Show HN: Website launch checklist - latteperday
https://tryblocks.com/departure/

======
mozumder
1\. Gather beta tester feedback to confirm that site works.

2\. Ask beta testers if they would like to be quoted in press release

3\. Ask beta testers if they would announce the site to their network

4\. Set up social media accounts related to site.

5\. Gather media email addresses (reviewers, bloggers, news sites, etc..)

6\. Email media a press release notifying the app has launched

(If a tree falls in the forest and nobody is there to hear it, does it make a
sound?)

------
edwinjm
This is a very simple list for simple sites.

More serious sites will have a much longer list.

Test all supported browsers.

Test with devices: iPhone, iPad, serveral Android phones (Androd 2.3, 4.1...),
Windows Phone

Test with several screen widths (responsive design)
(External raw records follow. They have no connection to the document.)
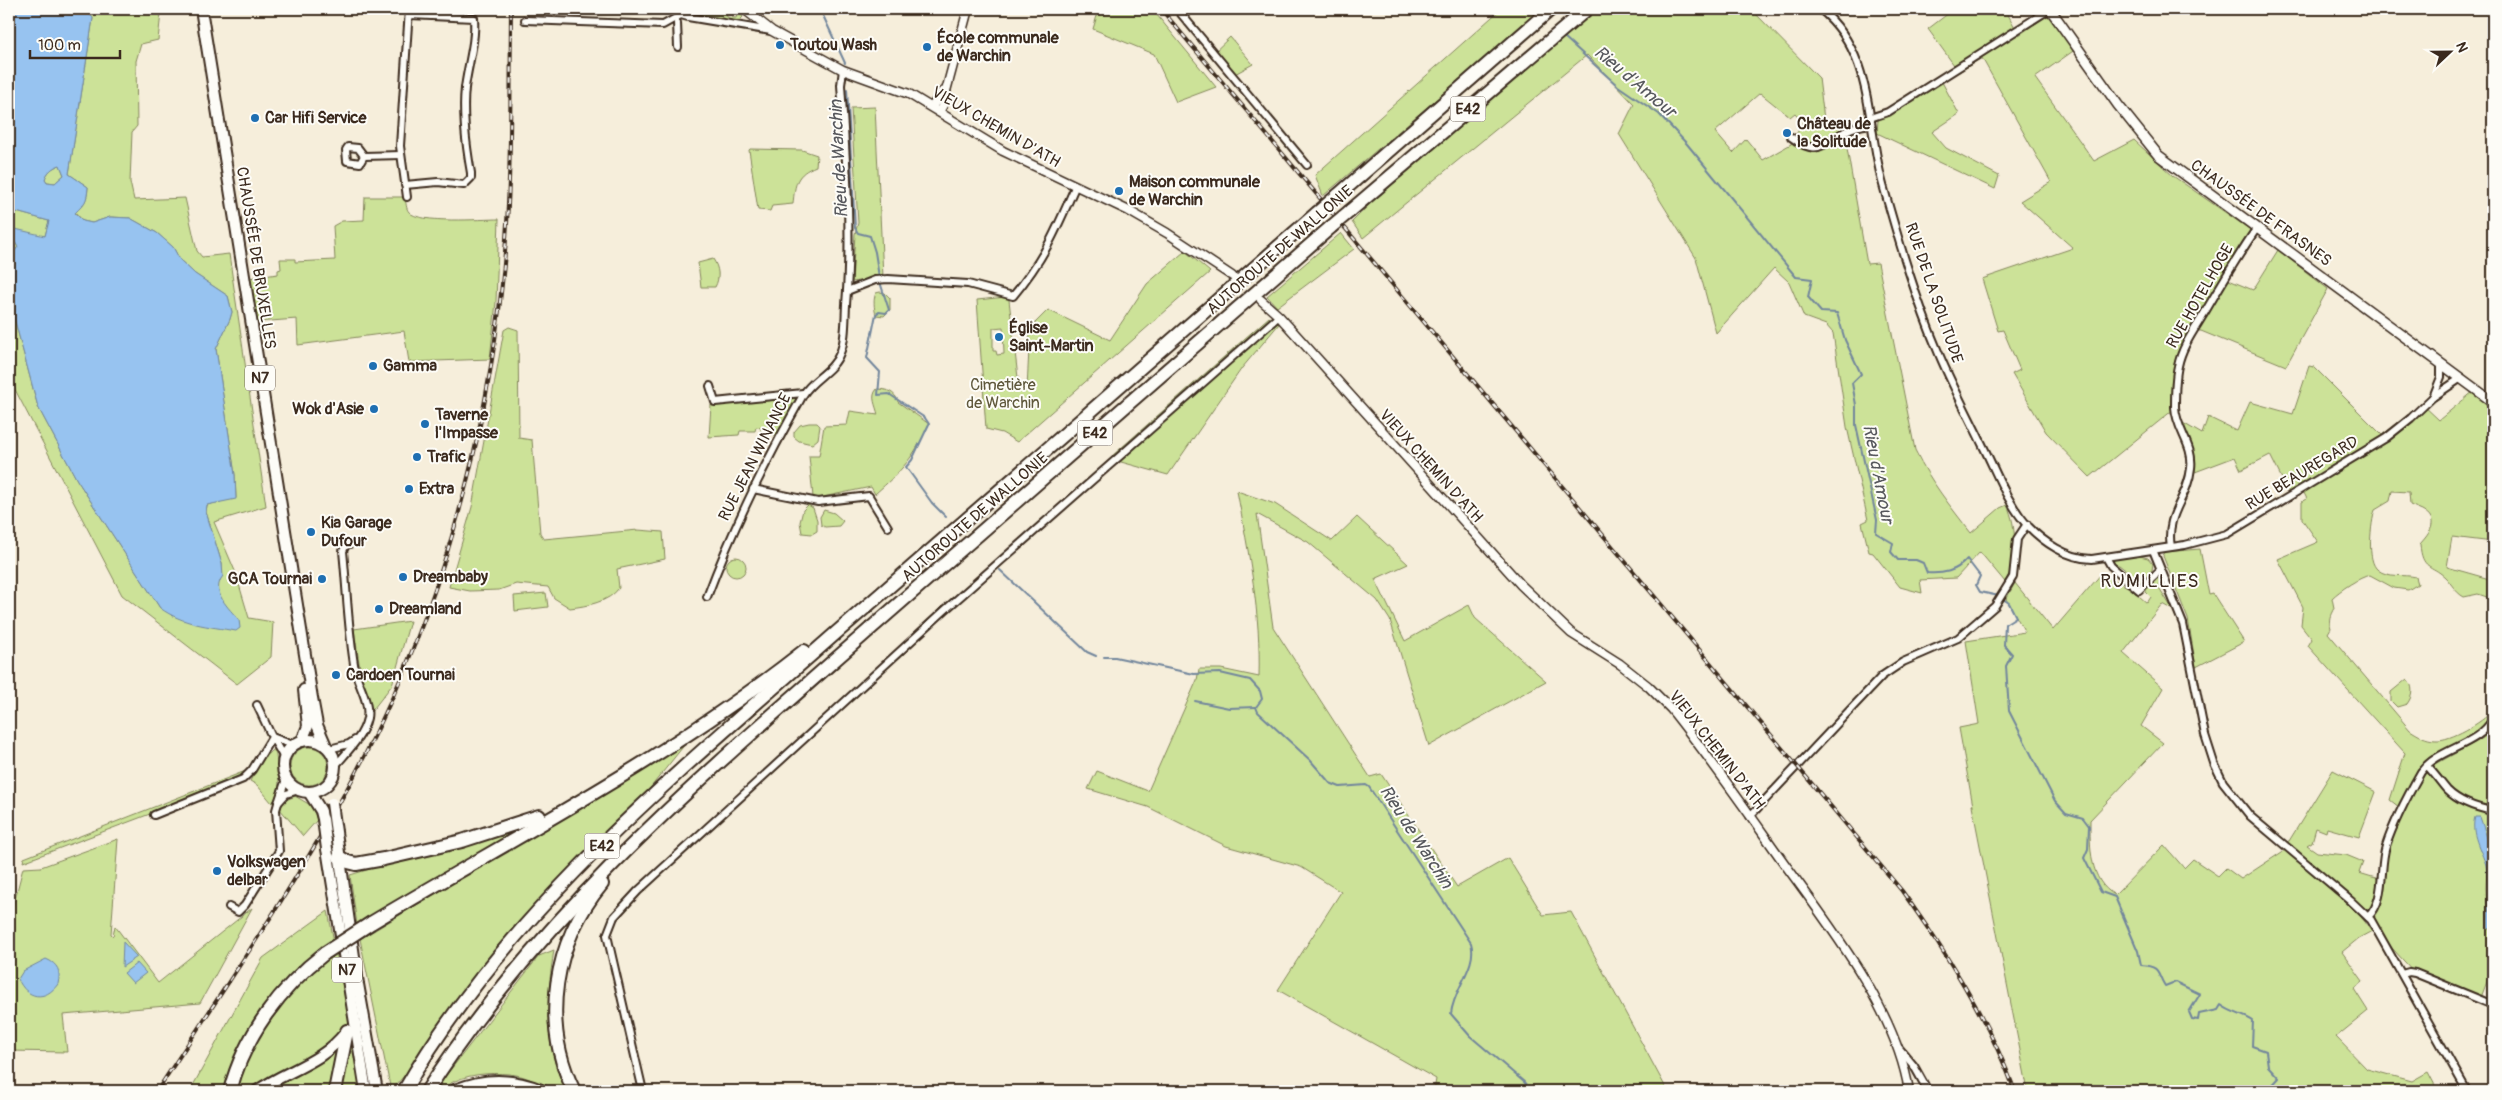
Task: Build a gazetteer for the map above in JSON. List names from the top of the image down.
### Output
{
  "streets": {
    "highway": ["E42", "AUTOROUTE DE WALLONIE"],
    "main road": ["CHAUSSÉE DE FRASNES", "CHAUSSÉE DE BRUXELLES", "N7"],
    "street": [
      "VIEUX CHEMIN D'ATH",
      "RUE DE LA SOLITUDE",
      "RUE HOTELHOGE",
      "RUE JEAN WINANCE",
      "RUE BEAUREGARD"
    ]
  },
  "crossings": [
    ["VIEUX CHEMIN D'ATH", "RUE JEAN WINANCE"],
    ["CHAUSSÉE DE FRASNES", "RUE HOTELHOGE"],
    ["CHAUSSÉE DE FRASNES", "RUE BEAUREGARD"],
    ["CHAUSSÉE DE BRUXELLES", "N7"],
    ["RUE HOTELHOGE", "RUE BEAUREGARD"]
  ],
  "districts": ["RUMILLIES"],
  "water": ["Rieu d'Amour", "Rieu de Warchin"],
  "parks": ["Cimetière de Warchin"],
  "places": [
    "Toutou Wash",
    "École communale de Warchin",
    "Car Hifi Service",
    "Château de la Solitude",
    "Maison communale de Warchin",
    "Église Saint-Martin",
    "Gamma",
    "Wok d'Asie",
    "Taverne l'Impasse",
    "Trafic",
    "Extra",
    "Kia Garage Dufour",
    "Dreambaby",
    "GCA Tournai",
    "Dreamland",
    "Cardoen Tournai",
    "Volkswagen delbar"
  ],
  "scale_bar": "100 m",
  "north": "right"
}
Test with ad blocker / Ghostery

Test for SEO

Test title of every page

Test internationalization

Test accessiblity (good contrast, no small print etc.)

Test with reader software

Test alt attributes

Test low bandwidth

Test with keyboard only

Test with high load (many requests per sec)

Test caching headers

Test minification and merging CSS / JavaScript files

Test compression of textual files

Test favicon and touch icon

Test charset

Test lang attributes

Test HTML5 form features on devices

Test offline (when connection gets lots in train for example)

Test image and description when the site is added in a Facebook message

Etc. etc.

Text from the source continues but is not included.